Material provided:
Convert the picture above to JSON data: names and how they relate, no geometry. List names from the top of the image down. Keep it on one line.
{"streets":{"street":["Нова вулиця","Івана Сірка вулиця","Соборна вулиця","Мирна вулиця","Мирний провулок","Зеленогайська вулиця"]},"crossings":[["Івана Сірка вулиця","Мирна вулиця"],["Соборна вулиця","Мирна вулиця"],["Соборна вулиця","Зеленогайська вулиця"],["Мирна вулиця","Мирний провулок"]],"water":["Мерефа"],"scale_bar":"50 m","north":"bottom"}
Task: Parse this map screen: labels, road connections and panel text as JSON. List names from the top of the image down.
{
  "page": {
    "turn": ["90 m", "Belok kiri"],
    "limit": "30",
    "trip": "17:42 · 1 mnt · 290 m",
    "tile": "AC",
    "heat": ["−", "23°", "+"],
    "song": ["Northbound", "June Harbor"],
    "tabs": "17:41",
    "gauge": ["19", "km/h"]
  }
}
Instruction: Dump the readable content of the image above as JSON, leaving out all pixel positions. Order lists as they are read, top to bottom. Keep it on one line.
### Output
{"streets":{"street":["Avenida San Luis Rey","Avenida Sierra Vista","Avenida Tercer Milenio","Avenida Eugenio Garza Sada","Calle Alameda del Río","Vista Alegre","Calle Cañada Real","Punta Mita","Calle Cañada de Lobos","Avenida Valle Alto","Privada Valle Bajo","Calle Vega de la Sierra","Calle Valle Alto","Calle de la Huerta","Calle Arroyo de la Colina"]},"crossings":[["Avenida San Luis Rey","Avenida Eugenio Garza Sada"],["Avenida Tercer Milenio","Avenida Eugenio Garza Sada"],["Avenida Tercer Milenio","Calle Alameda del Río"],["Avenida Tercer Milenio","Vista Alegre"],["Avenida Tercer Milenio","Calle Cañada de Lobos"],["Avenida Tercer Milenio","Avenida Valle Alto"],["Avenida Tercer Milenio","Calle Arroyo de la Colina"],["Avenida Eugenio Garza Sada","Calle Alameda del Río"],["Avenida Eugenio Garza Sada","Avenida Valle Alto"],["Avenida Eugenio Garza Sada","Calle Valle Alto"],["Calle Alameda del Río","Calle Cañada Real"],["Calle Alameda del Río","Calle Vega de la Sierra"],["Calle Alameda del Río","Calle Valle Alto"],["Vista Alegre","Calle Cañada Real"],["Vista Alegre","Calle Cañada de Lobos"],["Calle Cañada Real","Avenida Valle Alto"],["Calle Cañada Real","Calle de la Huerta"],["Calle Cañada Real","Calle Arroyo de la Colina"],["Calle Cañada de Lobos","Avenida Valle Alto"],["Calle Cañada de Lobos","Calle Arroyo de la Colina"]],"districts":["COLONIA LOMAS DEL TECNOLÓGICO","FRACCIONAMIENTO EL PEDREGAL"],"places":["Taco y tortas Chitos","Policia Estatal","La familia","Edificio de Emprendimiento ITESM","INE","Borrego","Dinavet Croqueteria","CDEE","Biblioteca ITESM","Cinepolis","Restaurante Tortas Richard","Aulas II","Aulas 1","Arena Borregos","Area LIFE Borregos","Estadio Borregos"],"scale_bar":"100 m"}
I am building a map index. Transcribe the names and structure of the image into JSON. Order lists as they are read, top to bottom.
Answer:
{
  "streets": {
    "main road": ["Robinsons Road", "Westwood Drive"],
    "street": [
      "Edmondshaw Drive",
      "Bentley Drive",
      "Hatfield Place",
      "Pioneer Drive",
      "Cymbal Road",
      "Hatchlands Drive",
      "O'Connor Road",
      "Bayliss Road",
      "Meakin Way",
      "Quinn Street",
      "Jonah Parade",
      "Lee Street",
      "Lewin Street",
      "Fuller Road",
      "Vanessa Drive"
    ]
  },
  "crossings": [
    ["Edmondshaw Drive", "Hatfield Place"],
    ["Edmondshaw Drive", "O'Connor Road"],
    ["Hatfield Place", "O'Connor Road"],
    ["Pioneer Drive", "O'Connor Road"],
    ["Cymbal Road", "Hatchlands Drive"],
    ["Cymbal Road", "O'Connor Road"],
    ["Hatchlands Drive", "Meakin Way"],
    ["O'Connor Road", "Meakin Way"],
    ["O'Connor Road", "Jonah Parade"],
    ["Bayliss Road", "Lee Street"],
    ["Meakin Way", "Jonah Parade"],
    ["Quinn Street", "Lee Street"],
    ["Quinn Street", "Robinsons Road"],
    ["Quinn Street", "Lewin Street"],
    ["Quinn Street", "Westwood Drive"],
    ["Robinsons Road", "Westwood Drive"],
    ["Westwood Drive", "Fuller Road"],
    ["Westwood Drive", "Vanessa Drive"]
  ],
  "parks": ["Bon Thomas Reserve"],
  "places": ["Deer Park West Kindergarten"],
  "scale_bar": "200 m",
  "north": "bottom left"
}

What to work on: All the entries above should come back exactly as they are written.

Response for this exercise:
Convert the picture above to JSON data: names and how they relate, no geometry. List names from the top of the image down. Keep it on one line.
{"streets":{"street":["Нова вулиця","Івана Сірка вулиця","Соборна вулиця","Мирна вулиця","Мирний провулок","Зеленогайська вулиця"]},"crossings":[["Івана Сірка вулиця","Мирна вулиця"],["Соборна вулиця","Мирна вулиця"],["Соборна вулиця","Зеленогайська вулиця"],["Мирна вулиця","Мирний провулок"]],"water":["Мерефа"],"scale_bar":"50 m","north":"bottom"}
Task: Parse this map screen: labels, road connections and panel text as JSON. List names from the top of the image down.
{
  "page": {
    "turn": ["90 m", "Belok kiri"],
    "limit": "30",
    "trip": "17:42 · 1 mnt · 290 m",
    "tile": "AC",
    "heat": ["−", "23°", "+"],
    "song": ["Northbound", "June Harbor"],
    "tabs": "17:41",
    "gauge": ["19", "km/h"]
  }
}
Instruction: Dump the readable content of the image above as JSON, leaving out all pixel positions. Order lists as they are read, top to bottom. Keep it on one line.
### Output
{"streets":{"street":["Avenida San Luis Rey","Avenida Sierra Vista","Avenida Tercer Milenio","Avenida Eugenio Garza Sada","Calle Alameda del Río","Vista Alegre","Calle Cañada Real","Punta Mita","Calle Cañada de Lobos","Avenida Valle Alto","Privada Valle Bajo","Calle Vega de la Sierra","Calle Valle Alto","Calle de la Huerta","Calle Arroyo de la Colina"]},"crossings":[["Avenida San Luis Rey","Avenida Eugenio Garza Sada"],["Avenida Tercer Milenio","Avenida Eugenio Garza Sada"],["Avenida Tercer Milenio","Calle Alameda del Río"],["Avenida Tercer Milenio","Vista Alegre"],["Avenida Tercer Milenio","Calle Cañada de Lobos"],["Avenida Tercer Milenio","Avenida Valle Alto"],["Avenida Tercer Milenio","Calle Arroyo de la Colina"],["Avenida Eugenio Garza Sada","Calle Alameda del Río"],["Avenida Eugenio Garza Sada","Avenida Valle Alto"],["Avenida Eugenio Garza Sada","Calle Valle Alto"],["Calle Alameda del Río","Calle Cañada Real"],["Calle Alameda del Río","Calle Vega de la Sierra"],["Calle Alameda del Río","Calle Valle Alto"],["Vista Alegre","Calle Cañada Real"],["Vista Alegre","Calle Cañada de Lobos"],["Calle Cañada Real","Avenida Valle Alto"],["Calle Cañada Real","Calle de la Huerta"],["Calle Cañada Real","Calle Arroyo de la Colina"],["Calle Cañada de Lobos","Avenida Valle Alto"],["Calle Cañada de Lobos","Calle Arroyo de la Colina"]],"districts":["COLONIA LOMAS DEL TECNOLÓGICO","FRACCIONAMIENTO EL PEDREGAL"],"places":["Taco y tortas Chitos","Policia Estatal","La familia","Edificio de Emprendimiento ITESM","INE","Borrego","Dinavet Croqueteria","CDEE","Biblioteca ITESM","Cinepolis","Restaurante Tortas Richard","Aulas II","Aulas 1","Arena Borregos","Area LIFE Borregos","Estadio Borregos"],"scale_bar":"100 m"}
I am building a map index. Transcribe the names and structure of the image into JSON. Order lists as they are read, top to bottom.
Answer:
{
  "streets": {
    "main road": ["Robinsons Road", "Westwood Drive"],
    "street": [
      "Edmondshaw Drive",
      "Bentley Drive",
      "Hatfield Place",
      "Pioneer Drive",
      "Cymbal Road",
      "Hatchlands Drive",
      "O'Connor Road",
      "Bayliss Road",
      "Meakin Way",
      "Quinn Street",
      "Jonah Parade",
      "Lee Street",
      "Lewin Street",
      "Fuller Road",
      "Vanessa Drive"
    ]
  },
  "crossings": [
    ["Edmondshaw Drive", "Hatfield Place"],
    ["Edmondshaw Drive", "O'Connor Road"],
    ["Hatfield Place", "O'Connor Road"],
    ["Pioneer Drive", "O'Connor Road"],
    ["Cymbal Road", "Hatchlands Drive"],
    ["Cymbal Road", "O'Connor Road"],
    ["Hatchlands Drive", "Meakin Way"],
    ["O'Connor Road", "Meakin Way"],
    ["O'Connor Road", "Jonah Parade"],
    ["Bayliss Road", "Lee Street"],
    ["Meakin Way", "Jonah Parade"],
    ["Quinn Street", "Lee Street"],
    ["Quinn Street", "Robinsons Road"],
    ["Quinn Street", "Lewin Street"],
    ["Quinn Street", "Westwood Drive"],
    ["Robinsons Road", "Westwood Drive"],
    ["Westwood Drive", "Fuller Road"],
    ["Westwood Drive", "Vanessa Drive"]
  ],
  "parks": ["Bon Thomas Reserve"],
  "places": ["Deer Park West Kindergarten"],
  "scale_bar": "200 m",
  "north": "bottom left"
}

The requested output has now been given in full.